**Work required:**
Find every line of the listing below where "name" appears, and copy it.

**The input:**

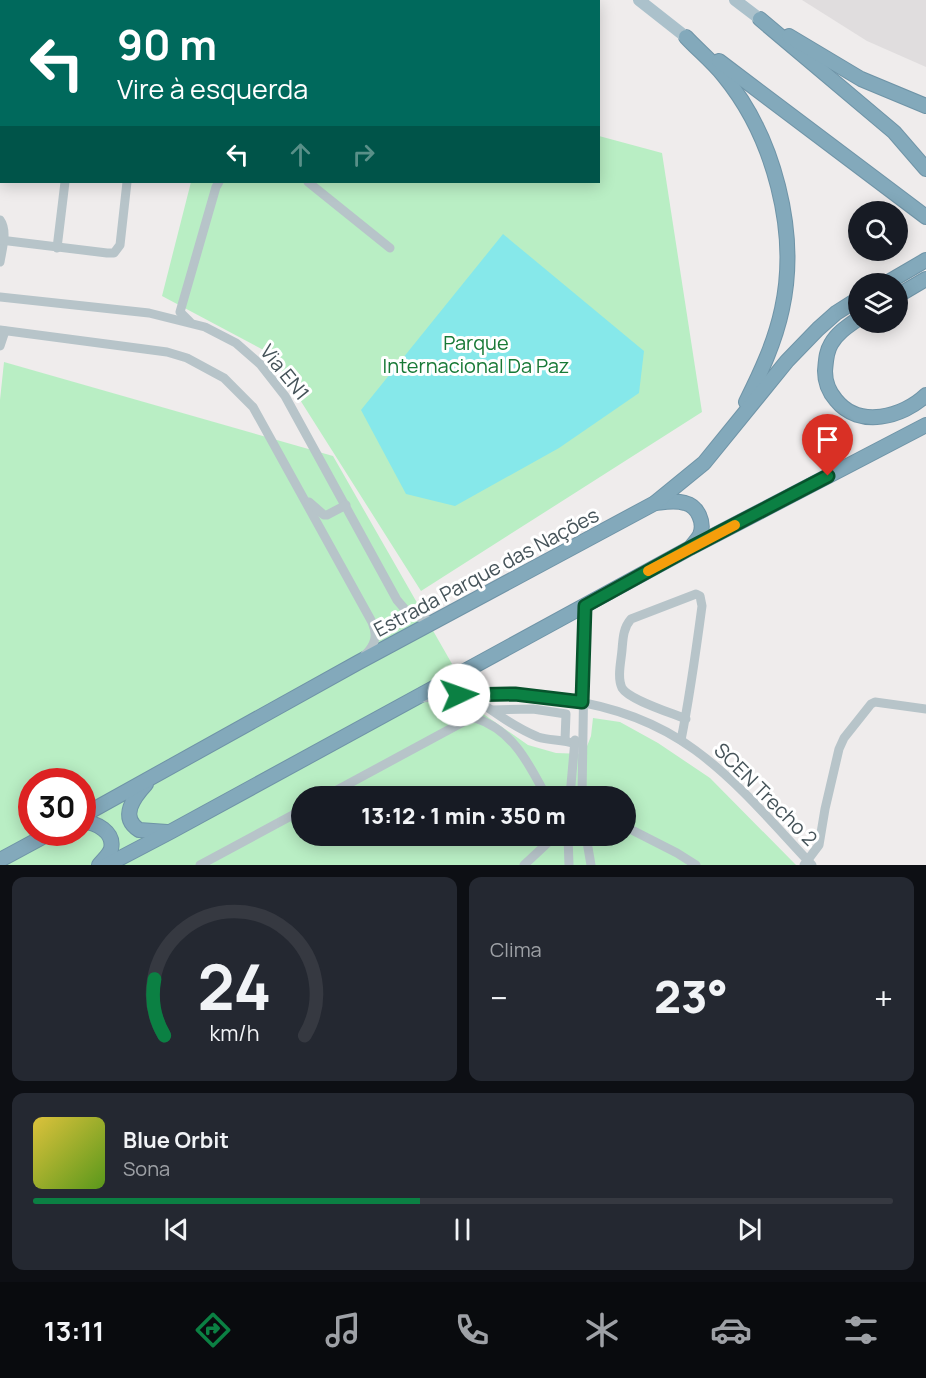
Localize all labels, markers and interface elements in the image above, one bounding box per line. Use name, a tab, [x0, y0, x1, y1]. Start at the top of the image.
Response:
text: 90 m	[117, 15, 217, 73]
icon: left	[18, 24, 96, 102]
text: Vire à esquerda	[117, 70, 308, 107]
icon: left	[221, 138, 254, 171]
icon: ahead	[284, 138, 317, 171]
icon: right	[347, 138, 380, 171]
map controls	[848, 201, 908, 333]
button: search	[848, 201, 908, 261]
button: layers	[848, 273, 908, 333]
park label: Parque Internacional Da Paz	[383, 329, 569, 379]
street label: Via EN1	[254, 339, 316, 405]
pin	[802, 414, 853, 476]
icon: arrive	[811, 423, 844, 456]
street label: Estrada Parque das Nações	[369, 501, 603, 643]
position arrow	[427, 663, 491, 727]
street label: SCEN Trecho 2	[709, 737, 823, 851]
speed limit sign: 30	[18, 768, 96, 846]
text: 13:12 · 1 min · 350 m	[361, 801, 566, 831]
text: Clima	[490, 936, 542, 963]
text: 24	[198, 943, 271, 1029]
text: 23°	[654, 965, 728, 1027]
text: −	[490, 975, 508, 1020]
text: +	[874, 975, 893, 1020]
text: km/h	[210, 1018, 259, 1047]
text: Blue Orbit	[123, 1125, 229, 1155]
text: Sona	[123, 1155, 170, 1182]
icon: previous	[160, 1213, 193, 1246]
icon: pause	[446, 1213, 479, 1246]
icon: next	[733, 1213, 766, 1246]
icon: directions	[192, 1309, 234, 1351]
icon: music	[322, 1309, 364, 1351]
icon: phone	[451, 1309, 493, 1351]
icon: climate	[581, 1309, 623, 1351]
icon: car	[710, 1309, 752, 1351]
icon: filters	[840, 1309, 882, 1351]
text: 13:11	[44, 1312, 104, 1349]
* * *
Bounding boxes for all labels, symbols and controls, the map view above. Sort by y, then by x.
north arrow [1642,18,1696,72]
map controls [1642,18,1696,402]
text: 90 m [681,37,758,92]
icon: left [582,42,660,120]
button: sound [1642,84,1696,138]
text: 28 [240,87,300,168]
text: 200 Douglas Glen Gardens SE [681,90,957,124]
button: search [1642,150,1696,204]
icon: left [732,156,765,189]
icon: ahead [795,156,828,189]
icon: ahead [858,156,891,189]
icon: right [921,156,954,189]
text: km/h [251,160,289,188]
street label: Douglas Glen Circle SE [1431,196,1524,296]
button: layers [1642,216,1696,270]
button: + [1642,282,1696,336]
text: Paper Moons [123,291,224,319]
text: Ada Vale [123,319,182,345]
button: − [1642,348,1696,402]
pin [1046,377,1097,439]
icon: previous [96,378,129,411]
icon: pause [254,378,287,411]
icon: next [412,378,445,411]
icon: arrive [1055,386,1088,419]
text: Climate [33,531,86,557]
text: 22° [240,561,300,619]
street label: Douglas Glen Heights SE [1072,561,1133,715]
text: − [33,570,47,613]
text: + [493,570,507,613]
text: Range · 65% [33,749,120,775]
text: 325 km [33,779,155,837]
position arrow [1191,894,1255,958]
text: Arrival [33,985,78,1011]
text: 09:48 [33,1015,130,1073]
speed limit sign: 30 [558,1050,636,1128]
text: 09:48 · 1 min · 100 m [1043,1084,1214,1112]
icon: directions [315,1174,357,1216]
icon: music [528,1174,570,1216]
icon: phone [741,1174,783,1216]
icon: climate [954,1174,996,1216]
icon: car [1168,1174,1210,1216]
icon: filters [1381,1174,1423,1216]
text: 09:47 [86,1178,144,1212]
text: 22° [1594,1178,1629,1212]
...
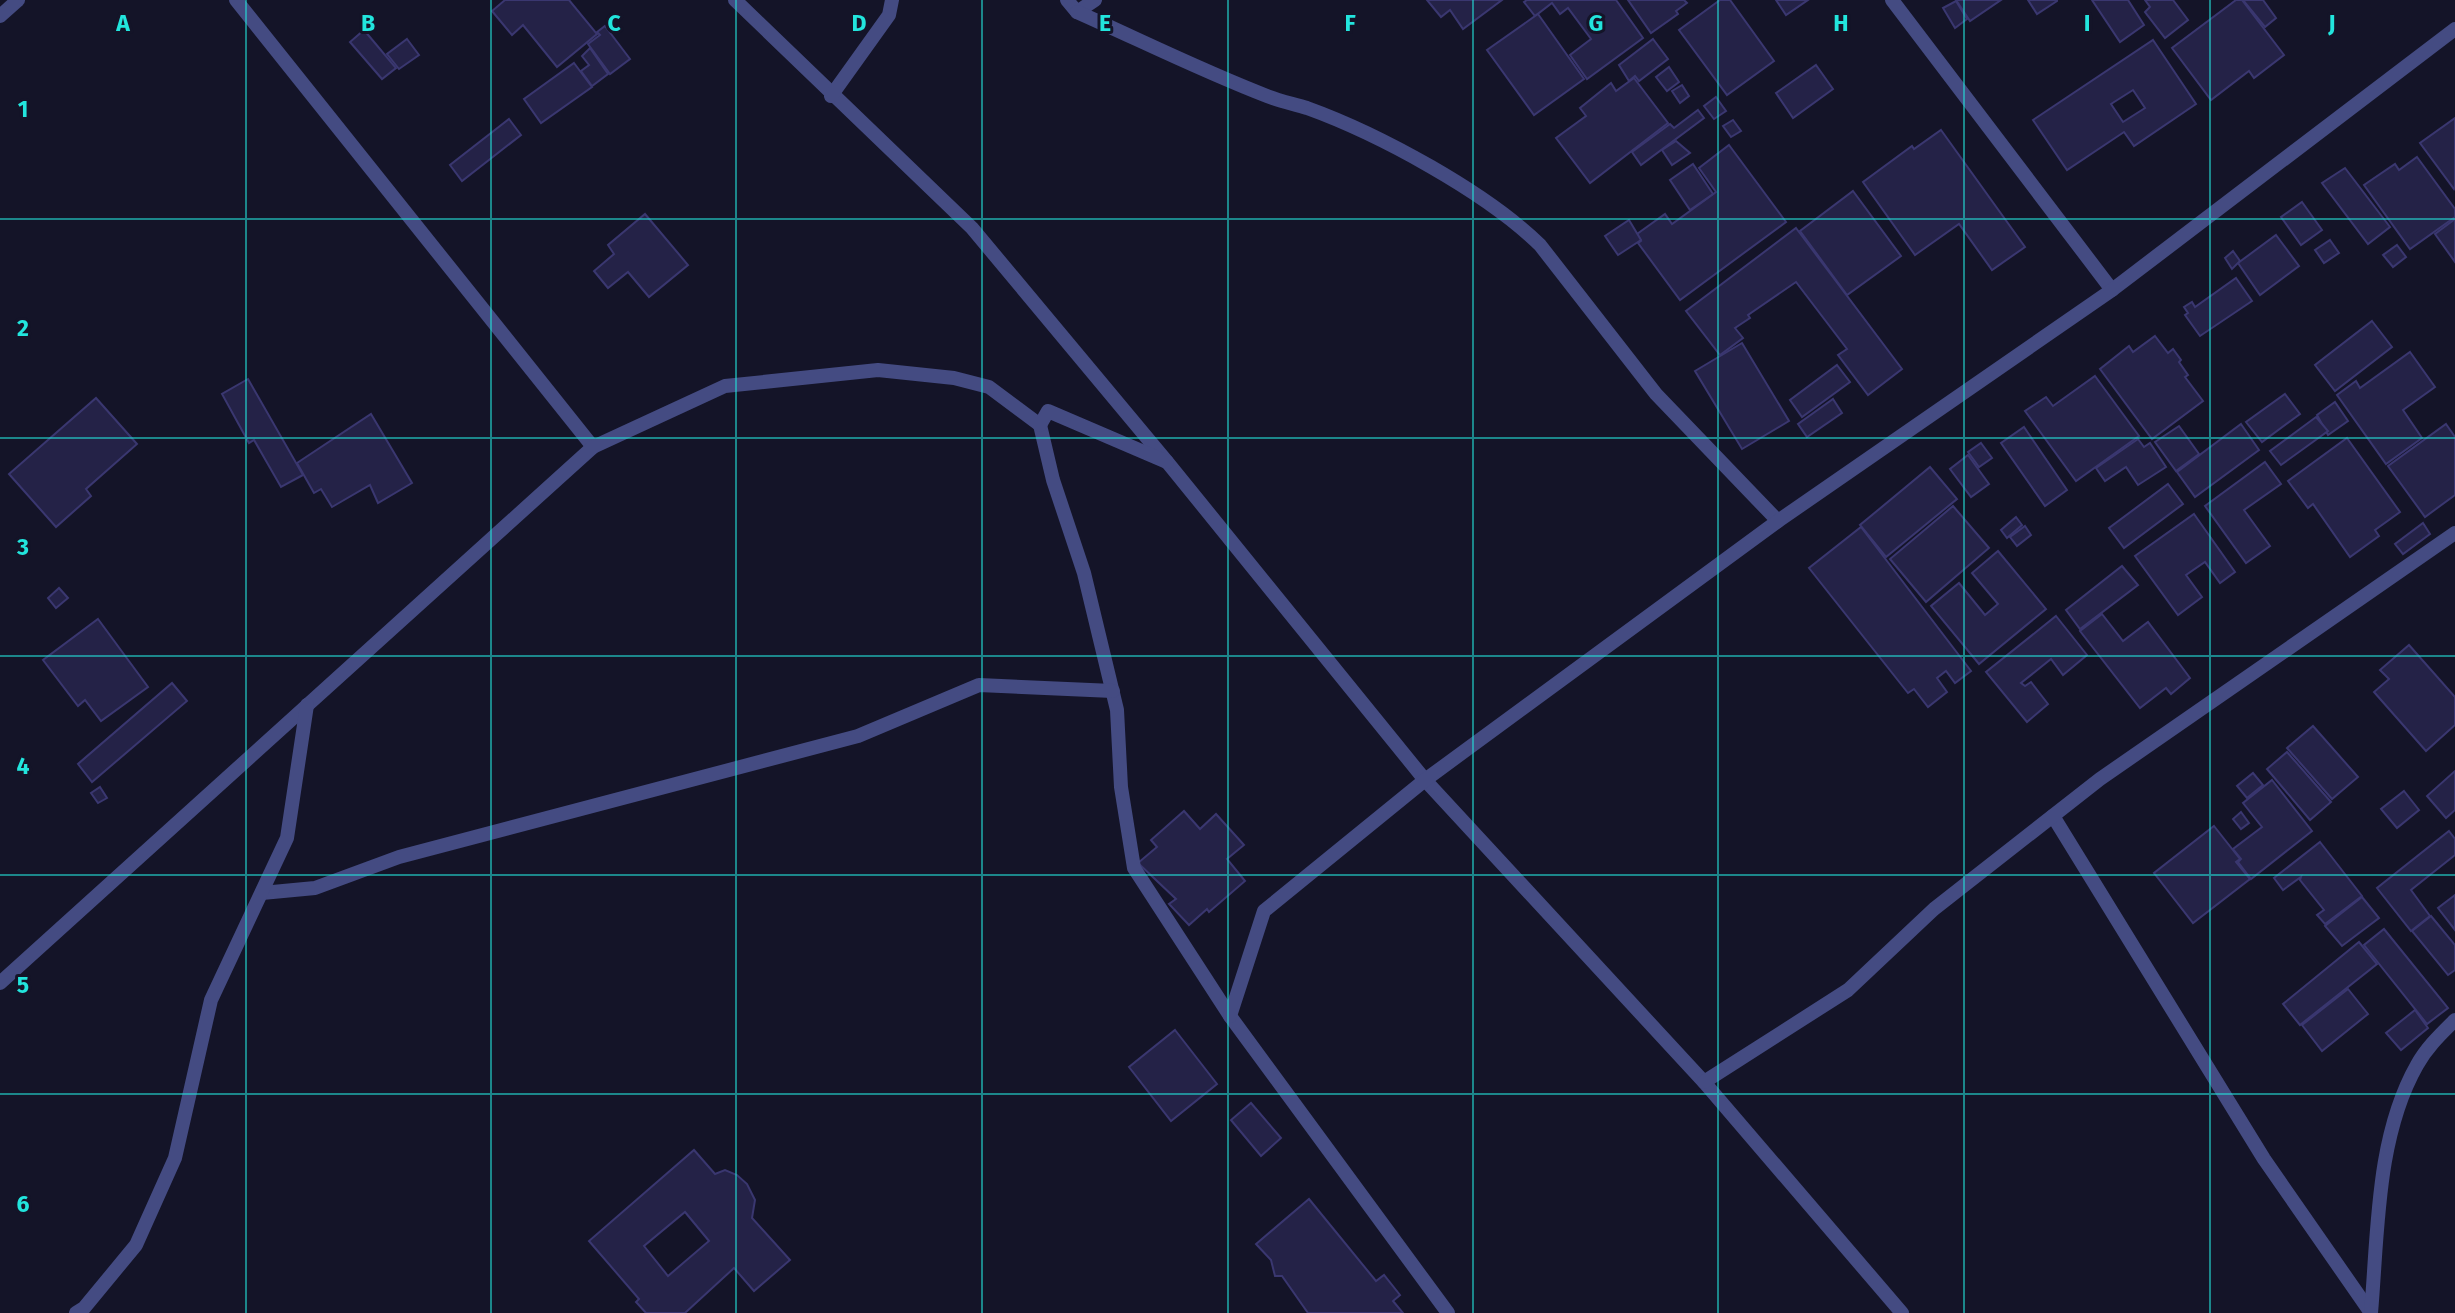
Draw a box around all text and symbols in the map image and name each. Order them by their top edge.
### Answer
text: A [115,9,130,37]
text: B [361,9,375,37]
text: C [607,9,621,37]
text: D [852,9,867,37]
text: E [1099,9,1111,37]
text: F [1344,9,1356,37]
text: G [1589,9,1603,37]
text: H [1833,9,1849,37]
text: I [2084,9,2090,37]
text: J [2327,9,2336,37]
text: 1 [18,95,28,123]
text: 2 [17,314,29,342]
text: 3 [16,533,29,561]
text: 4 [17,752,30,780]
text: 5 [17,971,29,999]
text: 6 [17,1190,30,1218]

**Response:**
Localize all labels, markers and interface elements in the image above, one bounding box per line. Use name, a tab, [x0, y0, x1, y1]. Start at the top of the image.
Draw a box around all text and symbols in the map image and name each. Order them by their top edge.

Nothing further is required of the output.